I am writing this blog so my friends and family can follow my journey through cancer. Cancer is not new to our house. My fiance, David, has had two cancers in as many years. And, although I went through everything with him, my experience was as a support role. Now the roles are reversed and I couldn't ask for a better Cumaean Sibyl to my Aeneas.
March 12th I had a colonoscopy and the doctor told me while I was still coming out of anesthesia that they had found a mass. He called me on my cell phone while on a business trip to tell me that it was cancer. I was in a panic, I called David because I was paralysed with fear. It was almost a month later before we met with the various doctors at SCCA that would be treating me. The treatments they described sent me into a tail spin of anger, denial and disbelief. It was going to take a year of radiation/chemo, then surgery, then more chemo and then a final surgery to cure me of my colorectal cancer. I am extremely active, strong and healthy. I will lose all of this in order to beat the cancer. After being piss-y I've pretty much accepted it, what are the alternatives?

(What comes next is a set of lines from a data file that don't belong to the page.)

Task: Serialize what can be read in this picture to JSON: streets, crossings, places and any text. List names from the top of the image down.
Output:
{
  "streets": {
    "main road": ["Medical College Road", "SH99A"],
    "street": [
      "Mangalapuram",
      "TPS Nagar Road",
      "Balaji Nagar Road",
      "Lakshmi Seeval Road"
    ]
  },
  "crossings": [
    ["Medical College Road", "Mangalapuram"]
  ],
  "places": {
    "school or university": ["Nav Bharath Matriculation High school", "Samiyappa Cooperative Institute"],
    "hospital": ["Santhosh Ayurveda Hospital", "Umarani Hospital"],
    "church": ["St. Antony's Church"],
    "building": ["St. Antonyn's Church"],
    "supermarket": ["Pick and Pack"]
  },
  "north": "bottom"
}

I've been through my first week of treatment with no side effects. David feels I will have about a month before I really start to feel tired. I must say, if you are going to get cancer, Seattle is the best place to be. Everyone at SCCA has been great, despite my surliness.
I've told my family, closest friends and immediate co-workers. Everyone has been very supportive. I read an article in the WSJ about how to talk to a friend that is ill. There is some really good advise here, please read.
I promise some pictures in posts to come. Thank you.
2 comments:
And, my sweet, when you called, we already knew what was to be said. And we went to Willows Inn on Lummi Island for dinner when you came back. A memorable week for so many reasons.
A wonderful weekend, and I plan to do a separate post just on that. Thank you for so much, my love.